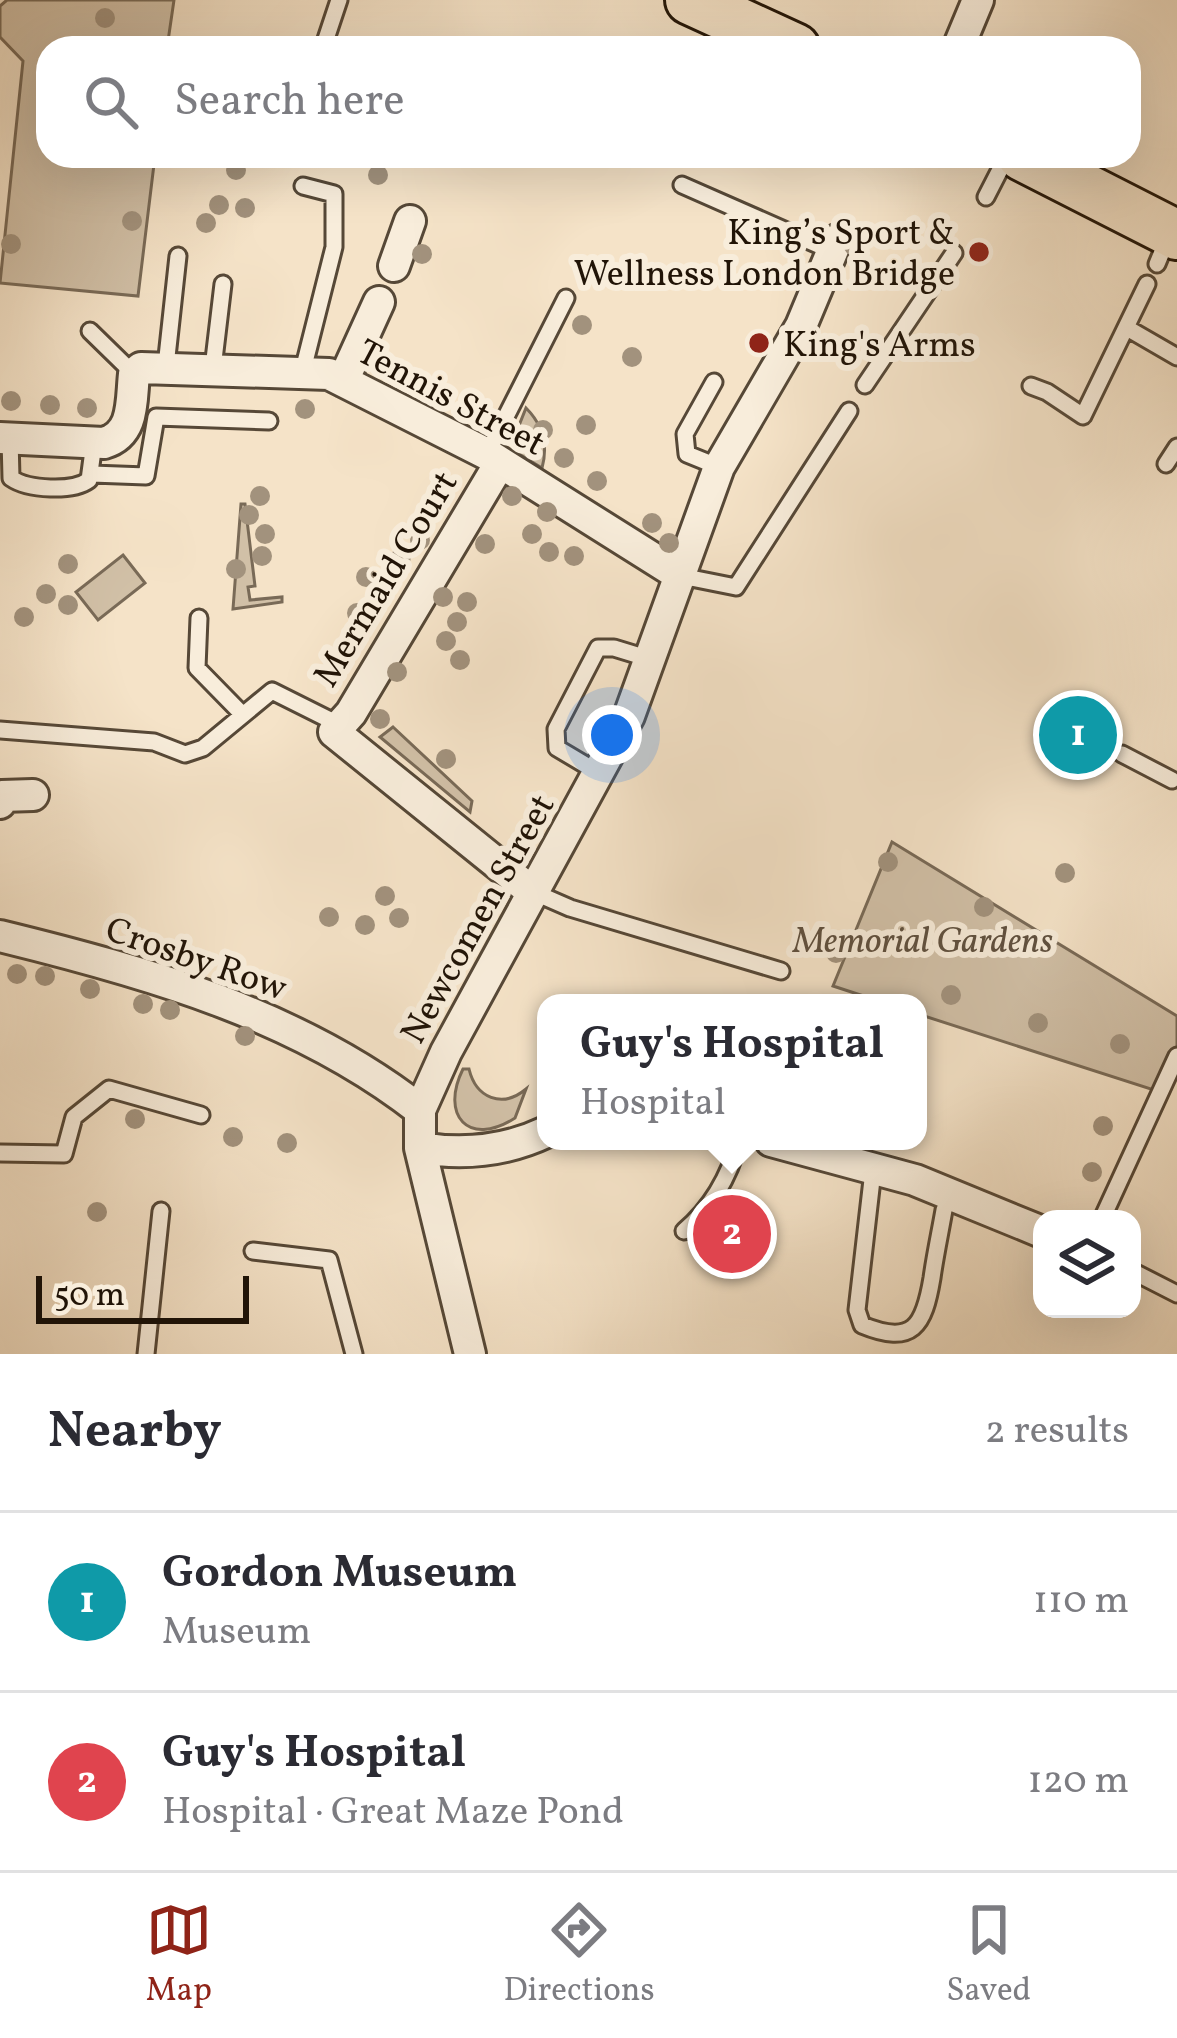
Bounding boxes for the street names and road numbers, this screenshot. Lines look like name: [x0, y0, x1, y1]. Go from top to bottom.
street label: Tennis Street: [347, 329, 553, 470]
street label: Mermaid Court: [303, 463, 472, 697]
street label: Newcomen Street: [390, 786, 569, 1054]
street label: Crosby Row: [98, 906, 293, 1015]

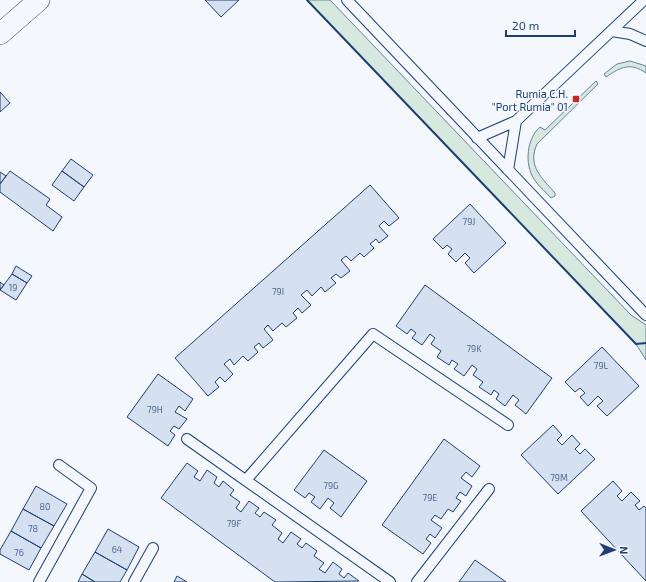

-- BRIEF --
In the answer, the entries should be restated verbatim, with all pictures omitted.

-- SOLUTION BELOW --
Bounding boxes for the street names and road numbers, this screenshot. Lines look like name: [x0, y0, x1, y1]. Go from top to bottom.
street label: Tennis Street: [347, 329, 553, 470]
street label: Mermaid Court: [303, 463, 472, 697]
street label: Newcomen Street: [390, 786, 569, 1054]
street label: Crosby Row: [98, 906, 293, 1015]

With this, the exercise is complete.